Slashdot Mirror


How To Build a $188M Submarine Cable System

Bevan Slattery writes "PIPE Networks has launched a blog and an online progress report on the construction of its $188M (AU$200M), 6,900-km submarine cable system connecting Sydney (Australia) to Piti (Guam). People can follow the many tasks required to construct a submarine cable and track the project's progress. The daily blog provides unique insight into PPC-1's construction, including for example the different types of cable installed in 'benign' and 'aggressive' seabed conditions."

5 of 87 comments (clear)

  1. Re:Wow by CRCulver · · Score: 2, Informative

    Fascinating stuff. I'm still amazed that we have underwater cables at all. I had be shown a map of existing cables before I believed it.

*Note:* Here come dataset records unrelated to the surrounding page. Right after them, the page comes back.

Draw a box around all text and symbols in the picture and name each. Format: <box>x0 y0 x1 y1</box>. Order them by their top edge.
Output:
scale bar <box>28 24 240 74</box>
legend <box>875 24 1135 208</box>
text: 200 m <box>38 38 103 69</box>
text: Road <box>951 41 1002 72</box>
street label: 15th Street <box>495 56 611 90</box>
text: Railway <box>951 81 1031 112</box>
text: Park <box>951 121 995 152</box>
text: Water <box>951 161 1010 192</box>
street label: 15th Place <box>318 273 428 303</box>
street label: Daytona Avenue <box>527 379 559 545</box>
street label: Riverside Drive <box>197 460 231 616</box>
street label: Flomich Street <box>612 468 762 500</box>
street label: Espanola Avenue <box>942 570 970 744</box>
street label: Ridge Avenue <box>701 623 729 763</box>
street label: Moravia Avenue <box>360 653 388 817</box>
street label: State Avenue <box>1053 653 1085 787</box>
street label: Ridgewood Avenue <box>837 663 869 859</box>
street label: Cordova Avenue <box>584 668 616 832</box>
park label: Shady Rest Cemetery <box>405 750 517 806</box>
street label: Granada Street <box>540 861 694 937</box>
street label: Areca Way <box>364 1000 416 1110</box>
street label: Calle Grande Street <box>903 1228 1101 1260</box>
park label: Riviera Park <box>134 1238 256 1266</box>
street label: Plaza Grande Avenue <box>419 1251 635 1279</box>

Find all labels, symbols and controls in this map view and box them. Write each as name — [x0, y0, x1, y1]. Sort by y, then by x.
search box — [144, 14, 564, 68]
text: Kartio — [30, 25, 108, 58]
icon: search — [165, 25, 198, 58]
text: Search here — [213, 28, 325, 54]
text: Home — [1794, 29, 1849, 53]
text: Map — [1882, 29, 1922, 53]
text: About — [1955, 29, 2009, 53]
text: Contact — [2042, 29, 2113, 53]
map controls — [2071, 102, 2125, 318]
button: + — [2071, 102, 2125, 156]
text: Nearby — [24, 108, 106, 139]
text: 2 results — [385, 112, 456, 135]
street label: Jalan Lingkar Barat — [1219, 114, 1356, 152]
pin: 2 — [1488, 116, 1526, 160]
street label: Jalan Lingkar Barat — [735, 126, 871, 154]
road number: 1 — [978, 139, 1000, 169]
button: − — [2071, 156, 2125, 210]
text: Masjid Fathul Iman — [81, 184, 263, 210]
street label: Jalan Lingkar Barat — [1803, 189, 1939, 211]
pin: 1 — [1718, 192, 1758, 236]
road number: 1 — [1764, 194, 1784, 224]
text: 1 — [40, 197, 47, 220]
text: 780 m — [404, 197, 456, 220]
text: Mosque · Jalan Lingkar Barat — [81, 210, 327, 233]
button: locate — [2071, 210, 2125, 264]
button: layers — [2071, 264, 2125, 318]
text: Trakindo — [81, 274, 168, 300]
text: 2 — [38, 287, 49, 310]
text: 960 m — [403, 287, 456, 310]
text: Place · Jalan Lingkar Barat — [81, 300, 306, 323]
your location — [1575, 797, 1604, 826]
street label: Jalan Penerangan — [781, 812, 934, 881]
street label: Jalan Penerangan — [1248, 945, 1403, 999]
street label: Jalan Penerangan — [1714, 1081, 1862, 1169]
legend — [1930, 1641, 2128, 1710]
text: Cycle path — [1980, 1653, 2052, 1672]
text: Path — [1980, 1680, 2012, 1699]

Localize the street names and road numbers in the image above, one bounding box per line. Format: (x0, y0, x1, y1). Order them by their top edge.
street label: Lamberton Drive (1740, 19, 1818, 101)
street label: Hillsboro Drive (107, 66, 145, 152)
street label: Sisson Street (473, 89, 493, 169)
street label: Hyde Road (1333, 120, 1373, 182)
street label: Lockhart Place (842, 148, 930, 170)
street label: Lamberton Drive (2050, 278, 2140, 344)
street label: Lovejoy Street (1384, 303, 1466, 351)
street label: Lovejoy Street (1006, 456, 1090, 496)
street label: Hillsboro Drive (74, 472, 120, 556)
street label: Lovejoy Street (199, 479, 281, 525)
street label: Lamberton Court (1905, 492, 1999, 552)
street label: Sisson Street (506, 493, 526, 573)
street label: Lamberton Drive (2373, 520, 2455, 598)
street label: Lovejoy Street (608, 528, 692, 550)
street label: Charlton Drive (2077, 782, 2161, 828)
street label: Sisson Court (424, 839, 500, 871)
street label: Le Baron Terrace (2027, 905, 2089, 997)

    Undersea cables were a big deal among nerds about a decade ago when Blind Man's Bluff came out. The military was doing amazing whizbang things with tapping underseas cables, but they obviously couldn't let anyone know about it at the time and it took decades for the stories to come out. The subsequent preparation of the U.S.S. Jimmy Carter to tap fiber-optic cables got quite a bit of coverage in the news.

  2. Re:Why Guam? by mattMad · · Score: 5, Informative

    Why would Australia, already with very limited high cost bandwidth to the rest of the world, bother building out cable to the small remote isolated island of Guam? If you look at this map http://www1.alcatel-lucent.com/submarine/refs/Asian_Map_LR.pdf that a previous poster linked to you will see that Guam is already quite well connected (both to Asian countries and to the US) - so connecting Australia to Guam gives much more benefits than just being connected to Guam.
  3. PIPE did the 60-Day Data Center by miller60 · · Score: 2, Informative

    Many Slashdot readers may remember Pipe Networks from their effort to build a data center in 60 days, which also used a blog and webcam to provide a window into the process.

  4. Re:Wow by Anonymous Coward · · Score: 1, Informative

    And check this one out, too. Ahh, the good old times we had in British America.

  5. Re:Wow by Anonymous Coward · · Score: 1, Informative

    They've only been using undersea cables for communications since the 1850s. The first trans-Alantic cable was layed in 1857-58, but it was only in operation for a month (the tech wasn't up to snuff yet). It was in 1865-66 that the first successful trans-Atlantic cable was laid. Good grief!